April 30, 2026 — 2:38pm

We’ve entered a fascinating moment in the history of work. For many decades, very little about how, where and why we work had changed, but the COVID years upended several of those areas at once, and now AI is doing it all over again.

The rise of AI in the workplace is supercharging some jobs and undercutting others. It is undoubtably going to affect most areas of our lives. But just because it’s new doesn’t mean we have to let it run wild without imposing some rules.

Treat AI like a junior colleague and double-check every “fact” it tells you.

Now, I’m not talking about sorely needed laws and regulation, in Australia and in AI tools’ countries of origin, to keep the models in check. I mean every worker should define their own personal rules of engagement for how they choose to interact with this powerful new technology.

I engage deeply with AI, using it to revolutionise some aspects of my life and intentionally keeping it away from others. These are my five rules for how to handle AI in the workplace.

1. If you expect me to spend time reading something, I expect you to have spent time creating it. AI can pump out plausible-sounding reports in seconds, creating presentations, summaries, blog posts, LinkedIn boasts, emails and other content. Most of it is unnecessary “workslop”.
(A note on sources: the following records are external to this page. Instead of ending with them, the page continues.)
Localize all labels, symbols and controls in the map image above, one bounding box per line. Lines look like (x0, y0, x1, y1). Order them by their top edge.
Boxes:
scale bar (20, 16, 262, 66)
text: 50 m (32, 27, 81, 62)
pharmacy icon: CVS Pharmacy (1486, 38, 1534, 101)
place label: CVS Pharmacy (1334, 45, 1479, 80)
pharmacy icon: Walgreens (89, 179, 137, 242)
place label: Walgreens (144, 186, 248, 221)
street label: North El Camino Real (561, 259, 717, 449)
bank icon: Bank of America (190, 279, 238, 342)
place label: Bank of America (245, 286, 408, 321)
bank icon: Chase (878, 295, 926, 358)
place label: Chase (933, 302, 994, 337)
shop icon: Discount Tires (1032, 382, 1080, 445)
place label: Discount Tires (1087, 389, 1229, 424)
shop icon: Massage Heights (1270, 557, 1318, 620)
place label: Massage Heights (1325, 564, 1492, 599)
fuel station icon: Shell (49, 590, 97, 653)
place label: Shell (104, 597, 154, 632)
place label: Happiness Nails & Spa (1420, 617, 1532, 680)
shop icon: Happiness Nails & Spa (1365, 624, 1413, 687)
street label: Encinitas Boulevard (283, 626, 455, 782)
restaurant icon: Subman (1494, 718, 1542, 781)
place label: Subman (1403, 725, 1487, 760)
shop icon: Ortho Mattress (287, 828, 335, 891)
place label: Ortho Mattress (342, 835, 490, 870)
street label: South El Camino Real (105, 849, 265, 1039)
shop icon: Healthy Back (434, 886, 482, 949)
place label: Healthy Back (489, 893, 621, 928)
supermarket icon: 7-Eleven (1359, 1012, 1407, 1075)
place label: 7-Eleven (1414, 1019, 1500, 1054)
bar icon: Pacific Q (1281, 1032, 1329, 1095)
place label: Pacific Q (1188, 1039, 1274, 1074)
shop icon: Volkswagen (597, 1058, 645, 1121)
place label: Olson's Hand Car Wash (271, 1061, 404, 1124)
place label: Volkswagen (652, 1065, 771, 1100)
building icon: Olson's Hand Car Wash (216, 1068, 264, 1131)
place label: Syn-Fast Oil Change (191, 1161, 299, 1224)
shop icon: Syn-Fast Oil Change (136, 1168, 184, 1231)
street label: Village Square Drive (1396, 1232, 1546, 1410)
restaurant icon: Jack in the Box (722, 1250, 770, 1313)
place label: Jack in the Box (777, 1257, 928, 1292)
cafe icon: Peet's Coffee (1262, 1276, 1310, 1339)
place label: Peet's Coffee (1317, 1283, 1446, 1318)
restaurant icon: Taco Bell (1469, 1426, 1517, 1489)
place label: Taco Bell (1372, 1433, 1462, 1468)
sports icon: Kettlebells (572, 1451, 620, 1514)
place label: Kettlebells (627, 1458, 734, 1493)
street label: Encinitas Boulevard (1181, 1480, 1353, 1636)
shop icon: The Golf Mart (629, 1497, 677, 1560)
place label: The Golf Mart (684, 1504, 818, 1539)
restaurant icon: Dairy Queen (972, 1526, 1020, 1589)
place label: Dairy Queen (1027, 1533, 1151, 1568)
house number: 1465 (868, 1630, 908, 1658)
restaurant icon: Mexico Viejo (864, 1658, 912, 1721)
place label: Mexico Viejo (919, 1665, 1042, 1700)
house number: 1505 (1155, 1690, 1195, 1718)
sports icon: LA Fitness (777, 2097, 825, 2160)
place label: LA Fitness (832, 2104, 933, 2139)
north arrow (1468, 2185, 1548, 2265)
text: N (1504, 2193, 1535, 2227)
Wading through reams of AI-generated content is a real and growing problem in many workplaces. Research from Stanford University found that when people receive obviously AI-generated content from a colleague, about half of them viewed the person who sent it as less creative, capable and reliable. One-third even said it made them less likely to want to work with that colleague again.

That’s precisely how I feel when I’m emailed a report to read that has been conjured up by AI with a few bullet-points. Skip the fluff and stop wasting my time.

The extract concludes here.